◆ **Dataset excerpts**:
┌──
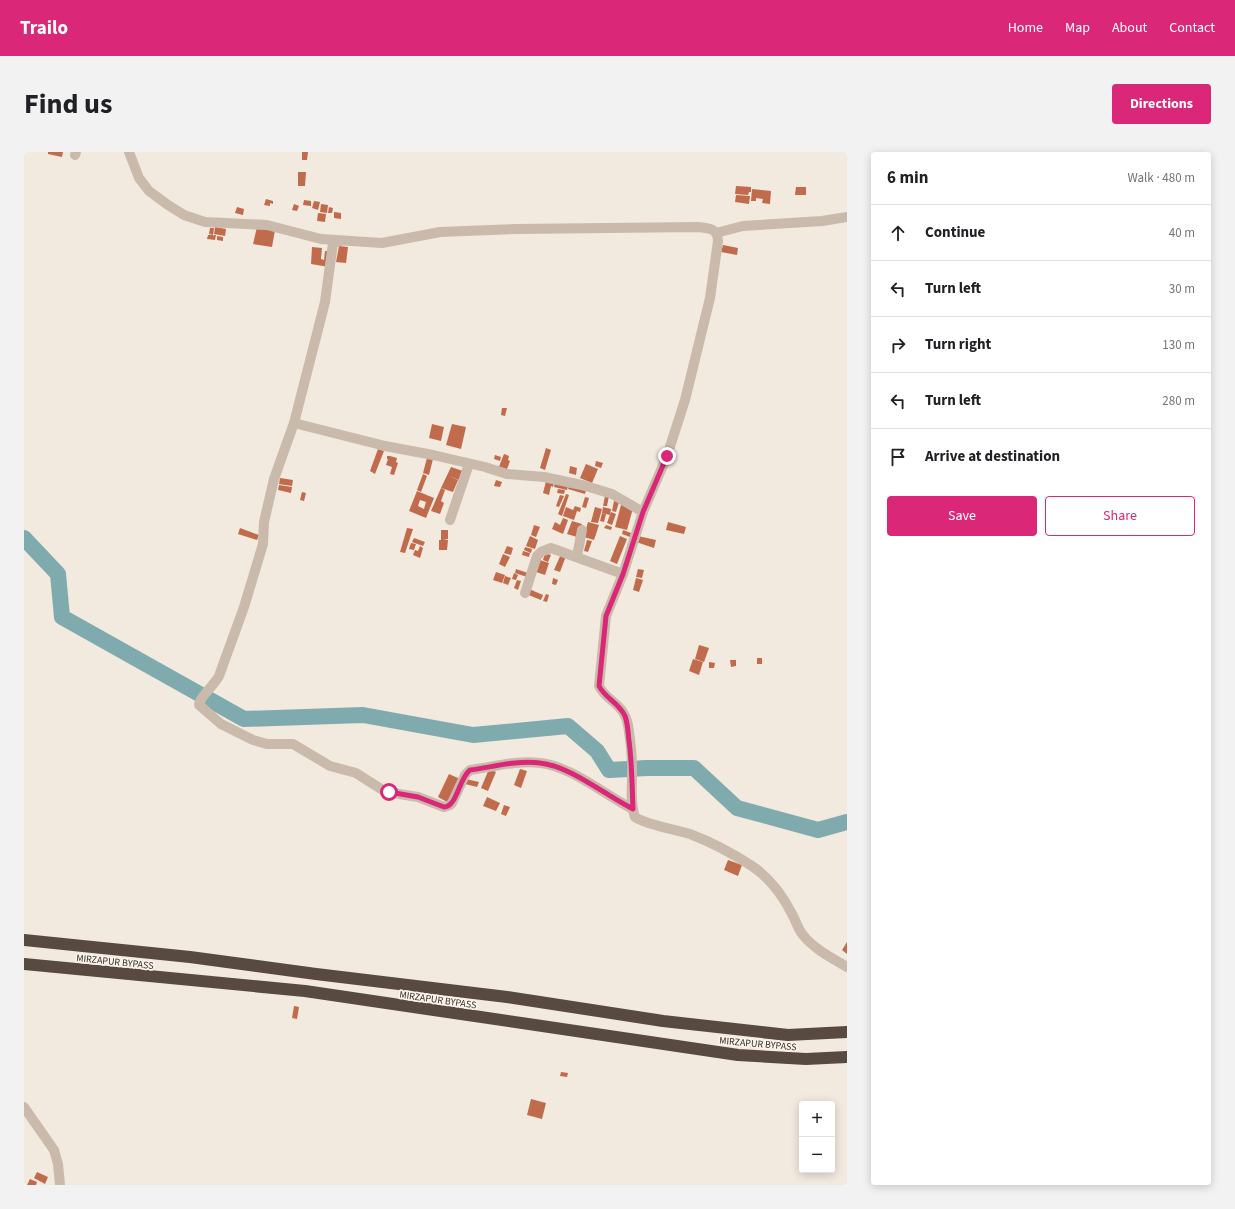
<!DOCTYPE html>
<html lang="en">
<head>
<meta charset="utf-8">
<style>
	body { margin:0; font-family:"Source Sans 3",sans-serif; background:#f2f2f2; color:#202124 }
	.controls { position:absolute; right:12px; bottom:12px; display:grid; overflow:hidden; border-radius:4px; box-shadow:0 2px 10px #0003 }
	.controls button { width:36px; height:36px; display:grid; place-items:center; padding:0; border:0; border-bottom:1px solid #e0e0e0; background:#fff; color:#202124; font:20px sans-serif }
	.stop { position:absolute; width:12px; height:12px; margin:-9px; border:3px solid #db2777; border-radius:50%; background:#fff }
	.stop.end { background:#db2777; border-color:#fff; box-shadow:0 1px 4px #0008 }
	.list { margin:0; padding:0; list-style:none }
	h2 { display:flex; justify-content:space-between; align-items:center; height:52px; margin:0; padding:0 16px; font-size:17px }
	h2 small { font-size:13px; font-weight:400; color:#757577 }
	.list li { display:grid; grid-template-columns:26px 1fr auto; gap:12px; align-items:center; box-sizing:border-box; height:56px; padding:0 16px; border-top:1px solid #e0e0e0 }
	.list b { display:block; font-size:15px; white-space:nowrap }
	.list em { font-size:13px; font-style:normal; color:#757577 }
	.actions { display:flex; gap:8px; padding:12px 16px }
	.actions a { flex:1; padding:9px 0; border:1px solid #db2777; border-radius:4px; text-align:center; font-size:14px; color:#db2777 }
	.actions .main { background:#db2777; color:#fff }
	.icon { flex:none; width:22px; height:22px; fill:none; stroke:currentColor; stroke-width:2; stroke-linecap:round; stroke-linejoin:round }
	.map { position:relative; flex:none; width:823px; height:1033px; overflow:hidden; border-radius:4px }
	header { display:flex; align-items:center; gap:24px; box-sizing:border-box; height:56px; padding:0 20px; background:#db2777; color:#fff }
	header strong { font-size:19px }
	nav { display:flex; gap:22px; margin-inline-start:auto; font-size:14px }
	.intro { display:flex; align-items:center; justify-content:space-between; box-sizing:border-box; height:96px; padding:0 24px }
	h1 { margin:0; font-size:28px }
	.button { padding:10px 18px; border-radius:4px; background:#db2777; color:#fff; font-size:14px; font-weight:700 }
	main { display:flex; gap:24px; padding:0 24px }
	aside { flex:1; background:#fff; border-radius:4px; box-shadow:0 2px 10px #0003 }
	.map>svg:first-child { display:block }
</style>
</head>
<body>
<header>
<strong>Trailo</strong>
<nav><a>Home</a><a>Map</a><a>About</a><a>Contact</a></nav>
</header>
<div class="intro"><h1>Find us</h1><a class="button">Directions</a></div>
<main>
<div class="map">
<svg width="823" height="1033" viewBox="0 0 823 1033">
	<rect width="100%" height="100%" fill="#f2e9df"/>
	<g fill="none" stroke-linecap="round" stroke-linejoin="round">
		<polyline stroke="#7fabae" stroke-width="16" points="0,386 34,422 38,465 220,567 339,563 449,583 544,574 573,599 585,618 623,616 670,616 713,656 794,678 823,670"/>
	</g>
	<g fill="#c16b4d" fill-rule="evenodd">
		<polygon points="24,0 39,0 38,5 24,2"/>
		<polygon points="278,0 284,0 283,8 278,8"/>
		<polygon points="274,20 282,20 281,34 274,34"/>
		<polygon points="712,34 727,35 727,40 725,40 724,43 711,42"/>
		<polygon points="772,35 782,35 782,43 771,43"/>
		<polygon points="728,37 747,39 746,52 738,51 739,47 732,46 732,49 727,49"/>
		<polygon points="712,43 726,44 725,52 711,50"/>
		<polygon points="242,47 249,49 249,52 246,51 246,54 240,53"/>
		<polygon points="280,48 287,49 287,54 279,53"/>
		<polygon points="290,49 296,50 294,58 288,56"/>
		<polygon points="270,52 275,54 273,59 268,58"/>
		<polygon points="297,52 304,53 303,61 296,60"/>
		<polygon points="213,55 220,57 219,63 211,61"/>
		<polygon points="305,55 309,56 308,61 304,61"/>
		<polygon points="310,60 317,61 317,67 310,66"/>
		<polygon points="294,61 302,62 301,70 293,69"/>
		<polygon points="191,75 202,77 201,84 190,82"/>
		<polygon points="233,75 251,78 248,95 229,92"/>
		<polygon points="186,76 190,76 189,83 185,82"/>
		<polygon points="184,83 189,83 189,84 190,83 192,83 191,88 183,87"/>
		<polygon points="193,84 199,85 199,89 193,88"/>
		<polygon points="699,93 714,96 713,103 697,100"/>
		<polygon points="315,94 324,95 322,111 312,110"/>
		<polygon points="288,95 298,96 297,107 300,108 301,99 306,99 305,115 287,112"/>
		<polygon points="478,256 483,256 481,264 477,263"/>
		<polygon points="408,272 420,275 417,289 405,286"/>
		<polygon points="428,272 442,275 437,297 422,293"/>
		<polygon points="522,296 527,298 521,318 516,316"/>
		<polygon points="354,297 360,299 351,322 346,319"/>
		<polygon points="480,302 485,304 484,308 486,309 482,320 474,317"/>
		<polygon points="471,303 477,305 476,309 470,307"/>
		<polygon points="363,304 366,304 365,310 366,304 373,306 372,310 374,311 370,323 366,322 368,315 362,313 364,307 363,307"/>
		<polygon points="403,306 409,307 405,323 399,321"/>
		<polygon points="572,309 579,311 577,316 571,314"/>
		<polygon points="562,312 574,317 568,331 556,326"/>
		<polygon points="546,314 553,316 552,323 545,321"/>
		<polygon points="427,315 439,319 435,328 425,324 434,328 429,340 417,336"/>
		<polygon points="399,322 403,324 397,340 393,338"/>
		<polygon points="256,326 269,328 268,334 255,332"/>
		<polygon points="472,328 478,330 476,335 470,334"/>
		<polygon points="522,329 530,331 529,335 527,334 525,343 519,341"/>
		<polygon points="531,331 544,334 543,338 530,335"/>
		<polygon points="546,332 562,338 561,342 544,337"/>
		<polygon points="255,333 268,335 267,341 254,338"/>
		<polygon points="417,336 421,338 417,349 420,351 416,362 407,359"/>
		<polygon points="534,337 541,338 540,342 533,341"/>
		<path d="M 393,339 L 410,346 L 402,366 L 385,359 ZM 396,348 L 402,350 L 400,357 L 394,354 Z"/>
		<polygon points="278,340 282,341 280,349 276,348"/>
		<polygon points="542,342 545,343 538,364 534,362"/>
		<polygon points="536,343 540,344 535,355 532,354"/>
		<polygon points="581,344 585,344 583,354 579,354"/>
		<polygon points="561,345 565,346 562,356 558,355"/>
		<polygon points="590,349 595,350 592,360 588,359"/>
		<polygon points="597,353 609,356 603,378 591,375"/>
		<polygon points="551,354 557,356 556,360 553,359 550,368 539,364 542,355 549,358"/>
		<polygon points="571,355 578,357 574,371 567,370"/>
		<polygon points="579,355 587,357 586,363 578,361"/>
		<polygon points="587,360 592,362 588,373 583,371"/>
		<polygon points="578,361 582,362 580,370 576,369"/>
		<polygon points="539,366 544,368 539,382 528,377 531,370 536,373"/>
		<polygon points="548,369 558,372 553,385 543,382"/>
		<polygon points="564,370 575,373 570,388 560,385"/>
		<polygon points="644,370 662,375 660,382 642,378"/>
		<polygon points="510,373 516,375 512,385 507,383"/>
		<polygon points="582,373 588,375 587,378 580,376"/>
		<polygon points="216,376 235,383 233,388 214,382"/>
		<polygon points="383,376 389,377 381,401 376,400"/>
		<polygon points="417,378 424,378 424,387 419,387 424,388 423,398 415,398 415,388 417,388"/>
		<polygon points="599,378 607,381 606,385 598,382"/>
		<polygon points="506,384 514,388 511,397 502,394"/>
		<polygon points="596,384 603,387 593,412 586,409"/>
		<polygon points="614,384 632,388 630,396 612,390"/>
		<polygon points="390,386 401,390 399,394 388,390"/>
		<polygon points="563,388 568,389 564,400 560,399"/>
		<polygon points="387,391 392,392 390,398 385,397"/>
		<polygon points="396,394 399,396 396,406 389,403 391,398 394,399"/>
		<polygon points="483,394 489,396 487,403 480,401"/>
		<polygon points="501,395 508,397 507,401 500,398"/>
		<polygon points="499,399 506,401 505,405 498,403"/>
		<polygon points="521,401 527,403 524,410 519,408"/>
		<polygon points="479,402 486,405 481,415 475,412"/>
		<polygon points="537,402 542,404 536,420 530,418"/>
		<polygon points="513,407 525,411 521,423 509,419"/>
		<polygon points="492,417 504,421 503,425 491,421"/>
		<polygon points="614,417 620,418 618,426 612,425"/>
		<polygon points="472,420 481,423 478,431 469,428"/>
		<polygon points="490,421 494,423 492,428 488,427"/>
		<polygon points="481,424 487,426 484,433 479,431"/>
		<polygon points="529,426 534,428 532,433 528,432"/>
		<polygon points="612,426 619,428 615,440 609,438"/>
		<polygon points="493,428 497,429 494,438 490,436"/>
		<polygon points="505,437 519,443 517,448 502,442"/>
		<polygon points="522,442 525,443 523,450 519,449"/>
		<polygon points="675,493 685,496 680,510 671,507"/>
		<rect x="733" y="506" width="5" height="6"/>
		<polygon points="669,507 679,510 675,523 665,519"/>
		<polygon points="706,508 712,508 712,514 707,515"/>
		<polygon points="685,510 691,511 690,516 685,516"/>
		<polygon points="465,617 472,620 464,639 457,636"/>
		<polygon points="496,617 503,619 497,636 490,633"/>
		<polygon points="425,622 436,627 425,651 414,645"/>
		<polygon points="442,627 455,630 453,635 441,632"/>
		<polygon points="463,645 476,651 472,659 459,654"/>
		<polygon points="480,653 486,655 482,664 477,662"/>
		<polygon points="704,708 718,713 714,724 700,718"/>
		<polygon points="823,790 823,802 818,798"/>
		<polygon points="270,854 275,855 273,867 268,866"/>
		<polygon points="537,920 544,921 543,925 536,924"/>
		<polygon points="507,947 522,951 518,967 503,963"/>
		<polygon points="13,1020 24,1025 21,1032 10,1026"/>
		<polygon points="6,1027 13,1030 12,1033 3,1033"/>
	</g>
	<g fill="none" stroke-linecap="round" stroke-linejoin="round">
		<g stroke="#cabaab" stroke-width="10">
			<path d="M 105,0 L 115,26 L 125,39 L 144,53 L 160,63 L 181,70 L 243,73 L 297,87 L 358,91 L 416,80 L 493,77 L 674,75 C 684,76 694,76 694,89 L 686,146 L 661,248 L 643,304 L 619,360 L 599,422 L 582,464 L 575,534 C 582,549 600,551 604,573 C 606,586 608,600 608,613 C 609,629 605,649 611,665 C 620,672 652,678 666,682 C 687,690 708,701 728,714 C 746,726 758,742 768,762 C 772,769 774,777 779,783 C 790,797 808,806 823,815"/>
			<polyline points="51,3 52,0"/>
			<polyline points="692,81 719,74 798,69 823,65"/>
			<path d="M 316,89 L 309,91 L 301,150 L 270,271 L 250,327 L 240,370 L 239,392 L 220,455 L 195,524 C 191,532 175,546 175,553 L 197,572 L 229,588 L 243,592 L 269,592 L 306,614 L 332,621 L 357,637 L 375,642 L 394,645 L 420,655 L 426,653 L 428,651 L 441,623 L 446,618 C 469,615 493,608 516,611 C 547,614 581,643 609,657"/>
			<polyline points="270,271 361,294 409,303 461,315 483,322 520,325 562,334 588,342 619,360"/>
			<polyline points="426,368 445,312"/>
			<polyline points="553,404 558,378"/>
			<polyline points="501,441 513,404 517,400 527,396 599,422"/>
			<polyline points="0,955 30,998 34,1012 36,1033"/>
		</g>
		<g stroke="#584941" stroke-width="12">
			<polyline points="0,788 166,805 292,822 483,845 639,869 764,883 823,880"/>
			<polyline points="0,812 281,839 714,903 782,907 823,905"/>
		</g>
	</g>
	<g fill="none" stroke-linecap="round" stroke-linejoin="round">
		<path stroke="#db2777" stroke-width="5" d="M 365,640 L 394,645 L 420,655 C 433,655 435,626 446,618 C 469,615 493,608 516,611 C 546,614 581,643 609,657 C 608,634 608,611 605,589 C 604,581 604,572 601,564 C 595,551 581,546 575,534 L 582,464 L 599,422 L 619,360 L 643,304"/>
	</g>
	<g text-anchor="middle" stroke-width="3.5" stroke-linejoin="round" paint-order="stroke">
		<g font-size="10" fill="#382f2a" stroke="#faf3eb">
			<text transform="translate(91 809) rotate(6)" y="4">MIRZAPUR BYPASS</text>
			<text transform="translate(414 847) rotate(8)" y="4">MIRZAPUR BYPASS</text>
			<text transform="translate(734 891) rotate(5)" y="4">MIRZAPUR BYPASS</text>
		</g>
	</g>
</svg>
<div class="controls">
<button>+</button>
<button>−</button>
</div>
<div class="stop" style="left:365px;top:640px"></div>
<div class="stop end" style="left:643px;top:304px"></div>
</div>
<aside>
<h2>6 min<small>Walk · 480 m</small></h2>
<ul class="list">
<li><svg class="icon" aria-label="ahead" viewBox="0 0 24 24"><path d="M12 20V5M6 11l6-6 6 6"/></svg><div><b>Continue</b></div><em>40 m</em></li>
<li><svg class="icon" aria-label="left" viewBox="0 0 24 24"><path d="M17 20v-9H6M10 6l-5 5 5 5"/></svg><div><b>Turn left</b></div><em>30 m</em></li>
<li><svg class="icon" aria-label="right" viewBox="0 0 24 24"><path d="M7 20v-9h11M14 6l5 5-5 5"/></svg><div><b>Turn right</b></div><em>130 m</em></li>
<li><svg class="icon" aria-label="left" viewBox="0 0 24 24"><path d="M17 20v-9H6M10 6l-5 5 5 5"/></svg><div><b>Turn left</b></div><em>280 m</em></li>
<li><svg class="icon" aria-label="arrive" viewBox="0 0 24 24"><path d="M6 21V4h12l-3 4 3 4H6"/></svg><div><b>Arrive at destination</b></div></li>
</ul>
<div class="actions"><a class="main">Save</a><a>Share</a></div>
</aside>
</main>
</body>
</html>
└──
Print the lines from the beginning of the records up to and including the line containing "background:#db2777; border-color:#fff; box-shadow:0", word for word, with no pictures.

◆ **Expected answer**:
<!DOCTYPE html>
<html lang="en">
<head>
<meta charset="utf-8">
<style>
	body { margin:0; font-family:"Source Sans 3",sans-serif; background:#f2f2f2; color:#202124 }
	.controls { position:absolute; right:12px; bottom:12px; display:grid; overflow:hidden; border-radius:4px; box-shadow:0 2px 10px #0003 }
	.controls button { width:36px; height:36px; display:grid; place-items:center; padding:0; border:0; border-bottom:1px solid #e0e0e0; background:#fff; color:#202124; font:20px sans-serif }
	.stop { position:absolute; width:12px; height:12px; margin:-9px; border:3px solid #db2777; border-radius:50%; background:#fff }
	.stop.end { background:#db2777; border-color:#fff; box-shadow:0 1px 4px #0008 }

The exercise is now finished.